Material shown ::

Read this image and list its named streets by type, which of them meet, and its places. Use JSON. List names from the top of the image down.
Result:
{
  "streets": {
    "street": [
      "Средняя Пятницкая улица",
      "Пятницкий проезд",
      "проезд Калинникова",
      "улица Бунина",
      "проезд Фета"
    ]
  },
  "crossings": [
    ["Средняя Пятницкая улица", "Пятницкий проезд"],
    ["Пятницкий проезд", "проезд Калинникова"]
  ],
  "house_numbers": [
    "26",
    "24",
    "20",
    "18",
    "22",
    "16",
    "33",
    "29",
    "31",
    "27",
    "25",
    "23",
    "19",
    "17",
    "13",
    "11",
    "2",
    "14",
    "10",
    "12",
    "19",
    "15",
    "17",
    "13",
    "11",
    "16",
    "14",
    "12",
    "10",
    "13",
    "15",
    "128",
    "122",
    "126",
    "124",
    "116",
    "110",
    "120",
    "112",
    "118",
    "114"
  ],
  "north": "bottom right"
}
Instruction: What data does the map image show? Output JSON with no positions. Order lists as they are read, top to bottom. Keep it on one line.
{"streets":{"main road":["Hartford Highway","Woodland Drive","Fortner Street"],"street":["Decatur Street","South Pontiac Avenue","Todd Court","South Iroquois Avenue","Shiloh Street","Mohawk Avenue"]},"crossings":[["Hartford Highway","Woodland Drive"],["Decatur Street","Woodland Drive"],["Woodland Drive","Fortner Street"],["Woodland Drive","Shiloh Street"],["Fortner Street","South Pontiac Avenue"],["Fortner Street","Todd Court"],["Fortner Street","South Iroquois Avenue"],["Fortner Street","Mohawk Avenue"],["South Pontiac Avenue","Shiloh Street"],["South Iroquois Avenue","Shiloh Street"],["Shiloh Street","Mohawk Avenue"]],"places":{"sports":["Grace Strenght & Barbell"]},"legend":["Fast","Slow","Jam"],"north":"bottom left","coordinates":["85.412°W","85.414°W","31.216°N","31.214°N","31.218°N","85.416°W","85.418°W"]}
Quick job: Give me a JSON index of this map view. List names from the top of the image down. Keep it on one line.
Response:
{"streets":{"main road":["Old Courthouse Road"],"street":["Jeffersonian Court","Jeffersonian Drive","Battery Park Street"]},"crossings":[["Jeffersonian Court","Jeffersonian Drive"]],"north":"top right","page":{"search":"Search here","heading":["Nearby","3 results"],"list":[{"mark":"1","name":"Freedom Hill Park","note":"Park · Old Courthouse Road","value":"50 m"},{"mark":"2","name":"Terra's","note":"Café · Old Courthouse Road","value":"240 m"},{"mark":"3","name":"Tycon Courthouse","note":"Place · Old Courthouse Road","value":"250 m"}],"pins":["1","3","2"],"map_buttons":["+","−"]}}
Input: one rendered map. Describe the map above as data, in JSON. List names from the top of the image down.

Prompt :: Restate all of the material above exactly as written.

Output of the task ::
Read this image and list its named streets by type, which of them meet, and its places. Use JSON. List names from the top of the image down.
Result:
{
  "streets": {
    "street": [
      "Средняя Пятницкая улица",
      "Пятницкий проезд",
      "проезд Калинникова",
      "улица Бунина",
      "проезд Фета"
    ]
  },
  "crossings": [
    ["Средняя Пятницкая улица", "Пятницкий проезд"],
    ["Пятницкий проезд", "проезд Калинникова"]
  ],
  "house_numbers": [
    "26",
    "24",
    "20",
    "18",
    "22",
    "16",
    "33",
    "29",
    "31",
    "27",
    "25",
    "23",
    "19",
    "17",
    "13",
    "11",
    "2",
    "14",
    "10",
    "12",
    "19",
    "15",
    "17",
    "13",
    "11",
    "16",
    "14",
    "12",
    "10",
    "13",
    "15",
    "128",
    "122",
    "126",
    "124",
    "116",
    "110",
    "120",
    "112",
    "118",
    "114"
  ],
  "north": "bottom right"
}
Instruction: What data does the map image show? Output JSON with no positions. Order lists as they are read, top to bottom. Keep it on one line.
{"streets":{"main road":["Hartford Highway","Woodland Drive","Fortner Street"],"street":["Decatur Street","South Pontiac Avenue","Todd Court","South Iroquois Avenue","Shiloh Street","Mohawk Avenue"]},"crossings":[["Hartford Highway","Woodland Drive"],["Decatur Street","Woodland Drive"],["Woodland Drive","Fortner Street"],["Woodland Drive","Shiloh Street"],["Fortner Street","South Pontiac Avenue"],["Fortner Street","Todd Court"],["Fortner Street","South Iroquois Avenue"],["Fortner Street","Mohawk Avenue"],["South Pontiac Avenue","Shiloh Street"],["South Iroquois Avenue","Shiloh Street"],["Shiloh Street","Mohawk Avenue"]],"places":{"sports":["Grace Strenght & Barbell"]},"legend":["Fast","Slow","Jam"],"north":"bottom left","coordinates":["85.412°W","85.414°W","31.216°N","31.214°N","31.218°N","85.416°W","85.418°W"]}
Quick job: Give me a JSON index of this map view. List names from the top of the image down. Keep it on one line.
Response:
{"streets":{"main road":["Old Courthouse Road"],"street":["Jeffersonian Court","Jeffersonian Drive","Battery Park Street"]},"crossings":[["Jeffersonian Court","Jeffersonian Drive"]],"north":"top right","page":{"search":"Search here","heading":["Nearby","3 results"],"list":[{"mark":"1","name":"Freedom Hill Park","note":"Park · Old Courthouse Road","value":"50 m"},{"mark":"2","name":"Terra's","note":"Café · Old Courthouse Road","value":"240 m"},{"mark":"3","name":"Tycon Courthouse","note":"Place · Old Courthouse Road","value":"250 m"}],"pins":["1","3","2"],"map_buttons":["+","−"]}}
Input: one rendered map. Describe the map above as data, in JSON. List names from the top of the image down.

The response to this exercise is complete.